EXERCISE =>
Repeat the entries exactly, keeping every line as it is.
---------- DATASET RECORDS
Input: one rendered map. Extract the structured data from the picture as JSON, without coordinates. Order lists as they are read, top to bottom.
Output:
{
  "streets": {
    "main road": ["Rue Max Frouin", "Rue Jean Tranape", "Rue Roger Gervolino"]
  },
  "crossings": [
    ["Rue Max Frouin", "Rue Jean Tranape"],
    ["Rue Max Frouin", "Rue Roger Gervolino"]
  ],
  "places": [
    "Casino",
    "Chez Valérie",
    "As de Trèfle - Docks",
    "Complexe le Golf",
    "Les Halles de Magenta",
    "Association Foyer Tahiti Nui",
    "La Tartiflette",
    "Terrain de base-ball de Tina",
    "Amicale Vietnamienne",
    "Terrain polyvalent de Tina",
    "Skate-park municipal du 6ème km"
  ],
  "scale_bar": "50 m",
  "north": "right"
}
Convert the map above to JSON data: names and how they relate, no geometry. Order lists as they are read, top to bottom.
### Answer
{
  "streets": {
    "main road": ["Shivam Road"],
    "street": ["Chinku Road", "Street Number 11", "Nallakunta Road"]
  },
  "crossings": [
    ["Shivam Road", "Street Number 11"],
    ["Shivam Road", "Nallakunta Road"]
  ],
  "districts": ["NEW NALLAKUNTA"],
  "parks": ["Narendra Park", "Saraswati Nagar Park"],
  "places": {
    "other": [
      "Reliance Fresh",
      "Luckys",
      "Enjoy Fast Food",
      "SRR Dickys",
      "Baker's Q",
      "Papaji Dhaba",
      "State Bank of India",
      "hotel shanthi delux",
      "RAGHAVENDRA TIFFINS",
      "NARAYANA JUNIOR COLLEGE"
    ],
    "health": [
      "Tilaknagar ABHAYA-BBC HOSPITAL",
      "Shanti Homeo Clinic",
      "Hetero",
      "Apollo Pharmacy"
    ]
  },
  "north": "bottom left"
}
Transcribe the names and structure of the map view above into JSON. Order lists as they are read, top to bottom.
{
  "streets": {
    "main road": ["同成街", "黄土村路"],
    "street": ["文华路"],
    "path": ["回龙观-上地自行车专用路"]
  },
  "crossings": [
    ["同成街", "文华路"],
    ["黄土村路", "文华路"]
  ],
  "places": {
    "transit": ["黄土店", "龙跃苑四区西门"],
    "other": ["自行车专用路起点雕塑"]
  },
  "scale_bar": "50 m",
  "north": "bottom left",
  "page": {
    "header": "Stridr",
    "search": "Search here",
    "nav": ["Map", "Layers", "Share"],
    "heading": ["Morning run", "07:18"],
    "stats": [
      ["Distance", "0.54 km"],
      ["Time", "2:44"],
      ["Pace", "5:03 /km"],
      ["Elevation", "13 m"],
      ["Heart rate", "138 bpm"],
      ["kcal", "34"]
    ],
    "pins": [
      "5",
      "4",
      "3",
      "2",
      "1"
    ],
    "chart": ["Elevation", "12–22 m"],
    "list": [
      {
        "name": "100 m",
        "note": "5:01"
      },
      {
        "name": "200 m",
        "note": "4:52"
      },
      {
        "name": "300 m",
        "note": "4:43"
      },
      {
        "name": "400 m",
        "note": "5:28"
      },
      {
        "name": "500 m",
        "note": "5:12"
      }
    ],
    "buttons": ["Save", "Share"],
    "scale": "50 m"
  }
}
--------------------
SOLVED PROBLEM =>
Input: one rendered map. Extract the structured data from the picture as JSON, without coordinates. Order lists as they are read, top to bottom.
Output:
{
  "streets": {
    "main road": ["Rue Max Frouin", "Rue Jean Tranape", "Rue Roger Gervolino"]
  },
  "crossings": [
    ["Rue Max Frouin", "Rue Jean Tranape"],
    ["Rue Max Frouin", "Rue Roger Gervolino"]
  ],
  "places": [
    "Casino",
    "Chez Valérie",
    "As de Trèfle - Docks",
    "Complexe le Golf",
    "Les Halles de Magenta",
    "Association Foyer Tahiti Nui",
    "La Tartiflette",
    "Terrain de base-ball de Tina",
    "Amicale Vietnamienne",
    "Terrain polyvalent de Tina",
    "Skate-park municipal du 6ème km"
  ],
  "scale_bar": "50 m",
  "north": "right"
}
Convert the map above to JSON data: names and how they relate, no geometry. Order lists as they are read, top to bottom.
### Answer
{
  "streets": {
    "main road": ["Shivam Road"],
    "street": ["Chinku Road", "Street Number 11", "Nallakunta Road"]
  },
  "crossings": [
    ["Shivam Road", "Street Number 11"],
    ["Shivam Road", "Nallakunta Road"]
  ],
  "districts": ["NEW NALLAKUNTA"],
  "parks": ["Narendra Park", "Saraswati Nagar Park"],
  "places": {
    "other": [
      "Reliance Fresh",
      "Luckys",
      "Enjoy Fast Food",
      "SRR Dickys",
      "Baker's Q",
      "Papaji Dhaba",
      "State Bank of India",
      "hotel shanthi delux",
      "RAGHAVENDRA TIFFINS",
      "NARAYANA JUNIOR COLLEGE"
    ],
    "health": [
      "Tilaknagar ABHAYA-BBC HOSPITAL",
      "Shanti Homeo Clinic",
      "Hetero",
      "Apollo Pharmacy"
    ]
  },
  "north": "bottom left"
}
Transcribe the names and structure of the map view above into JSON. Order lists as they are read, top to bottom.
{
  "streets": {
    "main road": ["同成街", "黄土村路"],
    "street": ["文华路"],
    "path": ["回龙观-上地自行车专用路"]
  },
  "crossings": [
    ["同成街", "文华路"],
    ["黄土村路", "文华路"]
  ],
  "places": {
    "transit": ["黄土店", "龙跃苑四区西门"],
    "other": ["自行车专用路起点雕塑"]
  },
  "scale_bar": "50 m",
  "north": "bottom left",
  "page": {
    "header": "Stridr",
    "search": "Search here",
    "nav": ["Map", "Layers", "Share"],
    "heading": ["Morning run", "07:18"],
    "stats": [
      ["Distance", "0.54 km"],
      ["Time", "2:44"],
      ["Pace", "5:03 /km"],
      ["Elevation", "13 m"],
      ["Heart rate", "138 bpm"],
      ["kcal", "34"]
    ],
    "pins": [
      "5",
      "4",
      "3",
      "2",
      "1"
    ],
    "chart": ["Elevation", "12–22 m"],
    "list": [
      {
        "name": "100 m",
        "note": "5:01"
      },
      {
        "name": "200 m",
        "note": "4:52"
      },
      {
        "name": "300 m",
        "note": "4:43"
      },
      {
        "name": "400 m",
        "note": "5:28"
      },
      {
        "name": "500 m",
        "note": "5:12"
      }
    ],
    "buttons": ["Save", "Share"],
    "scale": "50 m"
  }
}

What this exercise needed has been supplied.